Kevin: Russ did a good job. It's to his credit that he had established Tuvok's Vulcaness in the previous episodes that his un-Vulcaness in the final scenes really came off. When I first watched Voyager, I certainly didn't dislike Tuvok, but he was not a personal favorite of mine, but I have to say that on rewatch, he really does a good job with Tuvok's demeanor and it's easy to see why he was in the running for LaForge a decade earlier.
Matthew: What is impressive about Russ is that, like Brent Spiner, there are thousands of small choices he doesn't make. It would have been easy to pitch things as eeevil, and he didn't. You always see Tuvok maintaining his Vulcan veneer, and he is never off character. Only Spiner and Nimoy did this as well.
Kevin: I also have to say that Beltran's coma-acting was top notch.
Kevin: The manor house was gorgeous and very well done. I loved the little touch of Janeway catching the reflection of the painting in the window. It's an artful camera move and full of atmosphere. Beyond that, this was pretty much a bottle show, except for the nebula, which certainly looks very much like a nebula. For a bottle show, though, I think they did a good job with lighting and camera work to accentuate tension.
Matthew: Yeah, I was quite entertained by the house. The costumes were really rich, too. Mulgrew cut quite the fine figure in her corset and petticoats.
Kevin: Apparently, the script called for B'Elanna to paint the medicine wheel on the Sickbay wall, and the producers refused. I would have liked that, actually. The painted animal skin looked a little too manufactured, like it came from the Ethnic Insensitivity section at Urban Outfitters. This is the second and last time that we see Janeway's hair in this particular configuration, and that's for the best. It was apparently a pain to maintain, and I just don't think it flatters her. I liked the bun well enough, but the ponytail is better, and the bob is the best, but we'll just have to wait to get there.
Matthew: I agree the medicine wheel looked cheap. Is it magnetic? Is it supposed to wobble like that? I'd hate for my soul to get waylaid because the clamp holding the thing up was so chintzy.
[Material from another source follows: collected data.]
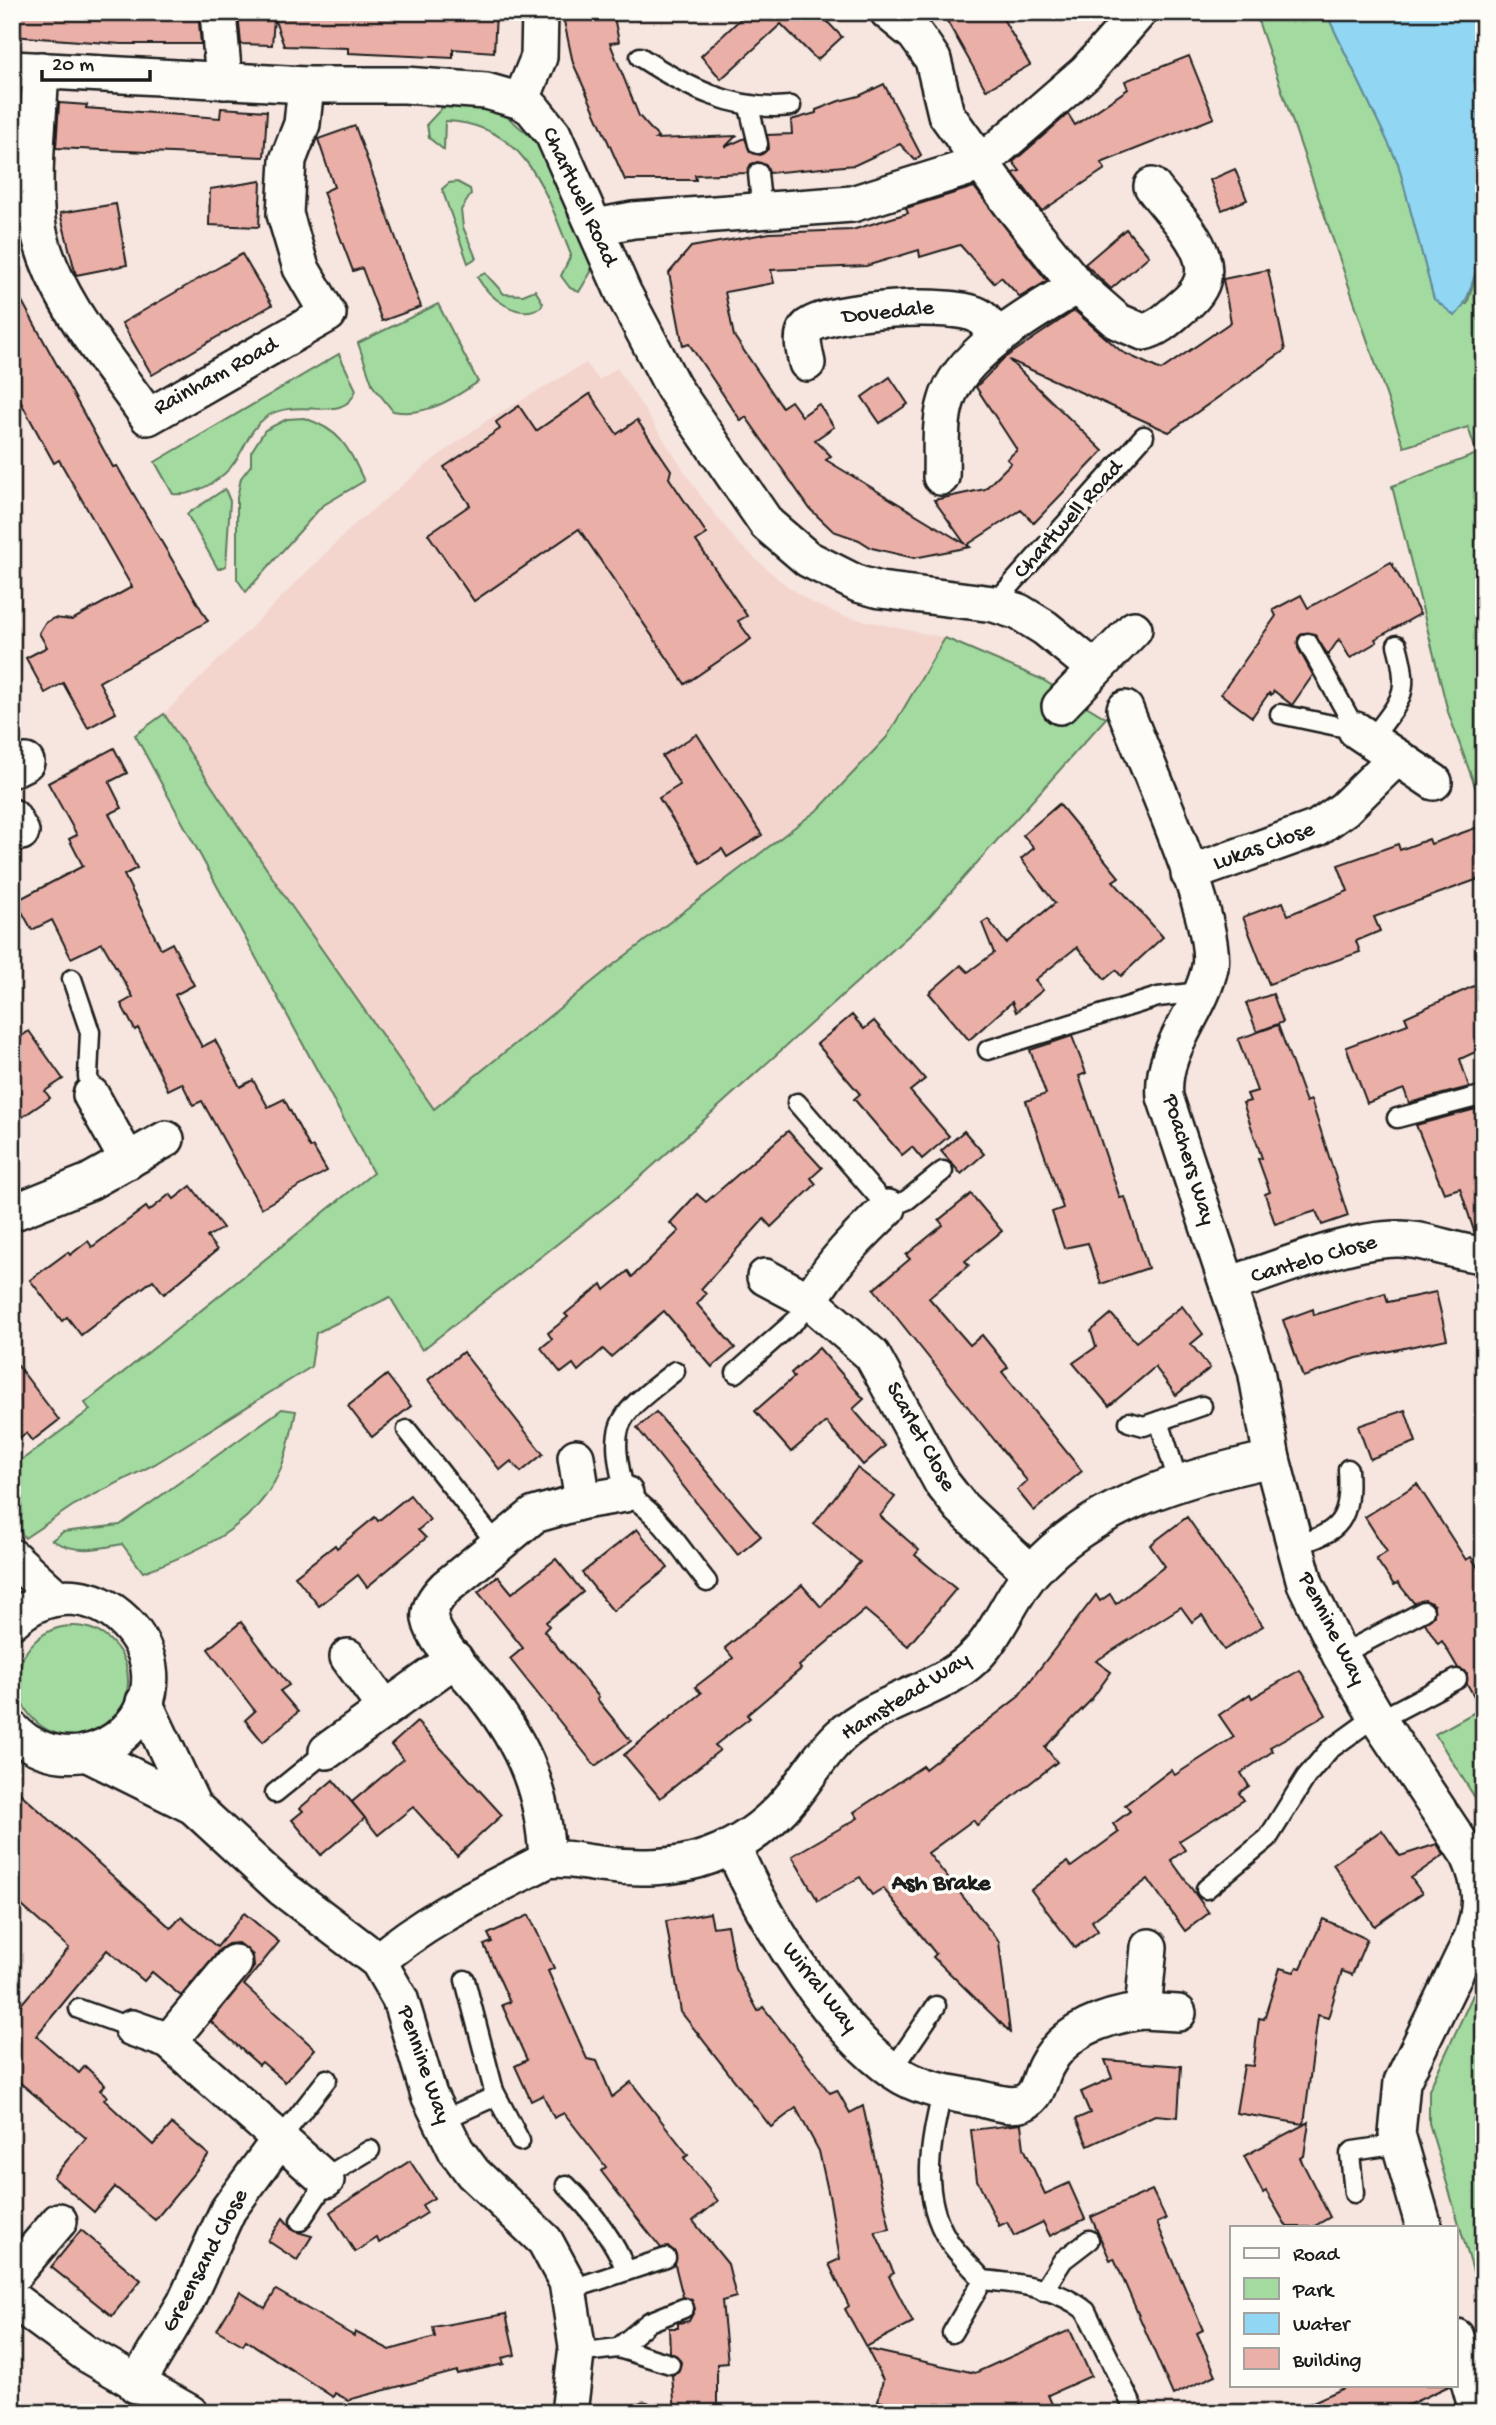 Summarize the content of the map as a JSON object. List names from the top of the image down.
{
  "streets": {
    "street": [
      "Chartwell Road",
      "Dovedale",
      "Rainham Road",
      "Lukas Close",
      "Poachers Way",
      "Cantelo Close",
      "Scarlet Close",
      "Pennine Way",
      "Hamstead Way",
      "Wirral Way",
      "Greensand Close"
    ]
  },
  "crossings": [
    ["Lukas Close", "Poachers Way"],
    ["Poachers Way", "Cantelo Close"],
    ["Poachers Way", "Pennine Way"],
    ["Poachers Way", "Hamstead Way"],
    ["Scarlet Close", "Hamstead Way"],
    ["Pennine Way", "Hamstead Way"],
    ["Hamstead Way", "Wirral Way"]
  ],
  "districts": ["Ash Brake"],
  "legend": [
    "Road",
    "Park",
    "Water",
    "Building"
  ],
  "scale_bar": "20 m"
}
Kevin: I am going with a 2. The absurd neatness of the conclusion and the flatness of the mystery put this in below average. I was just left a little bored watching this one. The holonovel was great, and I wish we got more of it, but overall this episode just leaves me wanting more.
Matthew: How cool would it have been if Chakotay had possessed Lord Burleigh? Anyway, I am with you on the 2 unfortunately. Too many tropes weight this down, the solution is rather obvious, and the reintegration of consciousness pisses me off to no end. That's a total of 4.